Understanding and controlling the magnetism of nanometer-sized molecular systems are at the core of the Ames Laboratory Magnetic Molecules program. As the relevant magnetic interactions between atomic spin centers (usually a significant number of transition metal ions) are confined to a single molecule or to a low-dimensional molecule-based network, the observed magnetic phenomena are of a truly molecular origin. In our work we focus on both magnetically functionalized metal-oxo clusters and polynuclear coordination complexes. Because these molecules can be realized as single crystals and their structure and composition can often be systematically varied, they represent the systems of choice for the study of issues in nanomagnetism. The interdisciplinary Magnetic Molecules program couples complementary skills in synthesis chemistry, experimental, and theoretical condensed matter physics. The program specifically covers:

• Synthesis and chemical characterization of a vast variety of magnetic molecules, including isotopic enrichment and single-crystal growth.
• Specialized experimental techniques (low-temperature thermodynamic parameter characterization, magnetic resonance, and neutron scattering) aimed at a full characterization of all microscopic magnetic parameters.
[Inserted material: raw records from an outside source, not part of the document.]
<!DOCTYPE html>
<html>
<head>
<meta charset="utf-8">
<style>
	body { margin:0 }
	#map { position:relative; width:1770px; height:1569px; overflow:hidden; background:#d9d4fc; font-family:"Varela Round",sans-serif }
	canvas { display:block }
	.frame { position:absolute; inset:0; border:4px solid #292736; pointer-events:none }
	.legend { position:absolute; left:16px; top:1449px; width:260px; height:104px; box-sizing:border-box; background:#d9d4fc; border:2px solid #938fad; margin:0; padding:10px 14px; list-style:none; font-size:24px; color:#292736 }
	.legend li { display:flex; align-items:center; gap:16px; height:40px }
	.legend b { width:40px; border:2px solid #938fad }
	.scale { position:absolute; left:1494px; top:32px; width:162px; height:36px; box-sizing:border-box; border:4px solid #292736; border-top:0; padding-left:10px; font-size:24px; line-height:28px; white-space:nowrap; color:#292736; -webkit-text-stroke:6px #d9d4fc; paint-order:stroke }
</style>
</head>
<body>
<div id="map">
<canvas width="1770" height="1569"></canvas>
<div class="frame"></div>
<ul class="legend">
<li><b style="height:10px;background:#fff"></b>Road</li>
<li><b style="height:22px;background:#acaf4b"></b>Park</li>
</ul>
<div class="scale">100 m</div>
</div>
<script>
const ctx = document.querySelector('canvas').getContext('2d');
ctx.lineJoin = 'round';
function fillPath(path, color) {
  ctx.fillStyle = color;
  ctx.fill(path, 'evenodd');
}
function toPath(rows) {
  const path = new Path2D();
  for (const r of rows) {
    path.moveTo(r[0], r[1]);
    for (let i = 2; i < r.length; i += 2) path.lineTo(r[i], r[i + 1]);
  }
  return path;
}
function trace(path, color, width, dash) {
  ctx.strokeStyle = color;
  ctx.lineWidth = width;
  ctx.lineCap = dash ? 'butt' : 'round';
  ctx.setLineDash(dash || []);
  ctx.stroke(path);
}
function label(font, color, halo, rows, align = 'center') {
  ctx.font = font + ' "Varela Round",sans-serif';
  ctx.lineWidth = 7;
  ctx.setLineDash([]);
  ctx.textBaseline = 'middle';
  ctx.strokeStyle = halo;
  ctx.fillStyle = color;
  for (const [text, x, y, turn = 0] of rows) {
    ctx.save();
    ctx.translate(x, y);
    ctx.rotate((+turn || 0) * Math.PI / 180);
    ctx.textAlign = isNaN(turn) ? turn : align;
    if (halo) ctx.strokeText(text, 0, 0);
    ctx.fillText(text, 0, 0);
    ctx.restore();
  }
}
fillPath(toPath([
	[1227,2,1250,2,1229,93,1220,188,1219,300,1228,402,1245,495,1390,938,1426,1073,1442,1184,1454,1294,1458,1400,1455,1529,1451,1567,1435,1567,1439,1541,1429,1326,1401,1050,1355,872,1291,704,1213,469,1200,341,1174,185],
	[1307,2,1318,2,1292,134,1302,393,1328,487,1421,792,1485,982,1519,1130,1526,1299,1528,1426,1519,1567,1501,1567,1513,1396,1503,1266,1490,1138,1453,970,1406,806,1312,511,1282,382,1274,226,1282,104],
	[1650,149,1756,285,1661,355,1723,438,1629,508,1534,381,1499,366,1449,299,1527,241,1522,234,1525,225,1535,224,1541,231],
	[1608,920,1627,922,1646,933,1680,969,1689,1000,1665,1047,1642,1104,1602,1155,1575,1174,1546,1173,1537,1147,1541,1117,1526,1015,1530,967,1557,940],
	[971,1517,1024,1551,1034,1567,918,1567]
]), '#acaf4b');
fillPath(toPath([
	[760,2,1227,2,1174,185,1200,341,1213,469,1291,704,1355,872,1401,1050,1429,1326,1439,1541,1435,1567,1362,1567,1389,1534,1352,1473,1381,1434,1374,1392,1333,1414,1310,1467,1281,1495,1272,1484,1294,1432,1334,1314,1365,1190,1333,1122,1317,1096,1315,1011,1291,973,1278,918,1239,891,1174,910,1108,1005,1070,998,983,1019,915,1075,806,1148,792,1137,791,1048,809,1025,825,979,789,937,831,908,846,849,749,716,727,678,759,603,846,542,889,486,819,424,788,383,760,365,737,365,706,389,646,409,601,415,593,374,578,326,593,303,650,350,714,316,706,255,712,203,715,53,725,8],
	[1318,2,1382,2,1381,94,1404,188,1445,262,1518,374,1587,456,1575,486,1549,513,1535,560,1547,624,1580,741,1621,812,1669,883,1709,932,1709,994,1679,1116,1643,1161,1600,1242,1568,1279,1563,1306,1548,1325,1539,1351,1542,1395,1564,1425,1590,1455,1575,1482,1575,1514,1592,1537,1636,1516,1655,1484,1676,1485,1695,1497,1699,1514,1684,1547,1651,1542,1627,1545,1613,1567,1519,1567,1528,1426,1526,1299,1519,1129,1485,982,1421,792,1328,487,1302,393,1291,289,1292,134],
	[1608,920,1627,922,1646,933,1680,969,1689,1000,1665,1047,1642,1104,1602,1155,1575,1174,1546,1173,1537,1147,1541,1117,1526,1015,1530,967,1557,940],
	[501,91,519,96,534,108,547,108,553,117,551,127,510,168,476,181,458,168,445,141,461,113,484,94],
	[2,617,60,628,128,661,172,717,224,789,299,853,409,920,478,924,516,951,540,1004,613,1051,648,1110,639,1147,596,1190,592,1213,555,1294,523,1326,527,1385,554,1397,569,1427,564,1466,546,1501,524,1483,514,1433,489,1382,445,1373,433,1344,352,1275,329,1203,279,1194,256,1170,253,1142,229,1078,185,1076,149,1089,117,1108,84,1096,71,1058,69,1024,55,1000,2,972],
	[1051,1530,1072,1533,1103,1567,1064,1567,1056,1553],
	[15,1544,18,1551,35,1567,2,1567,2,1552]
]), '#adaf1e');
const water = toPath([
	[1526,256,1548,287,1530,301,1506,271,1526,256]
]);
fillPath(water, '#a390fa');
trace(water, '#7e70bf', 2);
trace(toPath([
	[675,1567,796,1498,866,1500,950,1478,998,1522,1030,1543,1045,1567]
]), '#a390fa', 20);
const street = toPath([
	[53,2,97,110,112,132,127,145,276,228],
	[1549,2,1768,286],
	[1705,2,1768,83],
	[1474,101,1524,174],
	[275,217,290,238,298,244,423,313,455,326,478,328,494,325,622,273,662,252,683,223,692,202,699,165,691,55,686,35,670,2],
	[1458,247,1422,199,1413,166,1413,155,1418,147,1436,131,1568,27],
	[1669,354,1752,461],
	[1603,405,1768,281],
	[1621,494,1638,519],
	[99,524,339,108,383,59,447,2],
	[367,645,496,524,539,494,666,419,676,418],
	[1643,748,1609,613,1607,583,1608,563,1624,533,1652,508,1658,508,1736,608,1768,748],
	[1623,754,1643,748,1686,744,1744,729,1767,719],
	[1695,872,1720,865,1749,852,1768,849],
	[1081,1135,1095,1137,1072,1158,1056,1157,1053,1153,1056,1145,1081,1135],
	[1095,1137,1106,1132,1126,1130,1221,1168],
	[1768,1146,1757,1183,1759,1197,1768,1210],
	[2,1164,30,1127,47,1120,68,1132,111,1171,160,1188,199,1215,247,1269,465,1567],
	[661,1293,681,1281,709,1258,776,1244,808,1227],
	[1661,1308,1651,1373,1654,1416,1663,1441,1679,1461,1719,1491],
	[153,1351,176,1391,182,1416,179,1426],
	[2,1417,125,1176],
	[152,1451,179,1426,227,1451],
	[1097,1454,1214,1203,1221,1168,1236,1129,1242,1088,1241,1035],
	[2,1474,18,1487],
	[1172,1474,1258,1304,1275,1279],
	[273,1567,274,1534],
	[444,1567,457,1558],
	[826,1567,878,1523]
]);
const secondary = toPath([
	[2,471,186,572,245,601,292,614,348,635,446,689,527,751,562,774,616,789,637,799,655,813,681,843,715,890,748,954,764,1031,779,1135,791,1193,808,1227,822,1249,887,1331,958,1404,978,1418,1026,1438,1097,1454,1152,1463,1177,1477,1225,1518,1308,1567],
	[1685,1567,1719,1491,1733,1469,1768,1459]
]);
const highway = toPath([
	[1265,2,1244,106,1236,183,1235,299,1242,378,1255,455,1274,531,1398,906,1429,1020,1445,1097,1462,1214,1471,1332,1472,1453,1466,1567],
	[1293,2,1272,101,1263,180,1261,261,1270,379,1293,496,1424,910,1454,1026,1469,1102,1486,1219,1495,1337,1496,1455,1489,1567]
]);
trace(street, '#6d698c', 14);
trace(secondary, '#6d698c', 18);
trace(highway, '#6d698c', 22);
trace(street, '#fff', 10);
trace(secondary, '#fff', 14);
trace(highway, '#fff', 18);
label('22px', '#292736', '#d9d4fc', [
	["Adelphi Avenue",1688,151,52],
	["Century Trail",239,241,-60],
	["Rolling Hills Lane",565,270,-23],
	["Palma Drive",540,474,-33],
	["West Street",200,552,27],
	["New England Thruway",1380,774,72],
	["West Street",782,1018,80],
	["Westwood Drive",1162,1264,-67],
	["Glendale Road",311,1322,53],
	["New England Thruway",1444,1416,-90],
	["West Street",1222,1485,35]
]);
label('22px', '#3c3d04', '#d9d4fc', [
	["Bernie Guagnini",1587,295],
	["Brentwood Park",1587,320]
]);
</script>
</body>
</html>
• Development and application of analytical and computer simulational techniques for the determination of spectral, static and dynamic magnetic properties.

Work is guided by interest in a broad range of phenomena, e.g. low-temperature spin relaxation in nanomagnets, quantum tunneling of magnetization, topological quantum phase interference, frustrated spin ordering, magneto-optic properties, molecular magnetostriction, and metamagnetic transitions.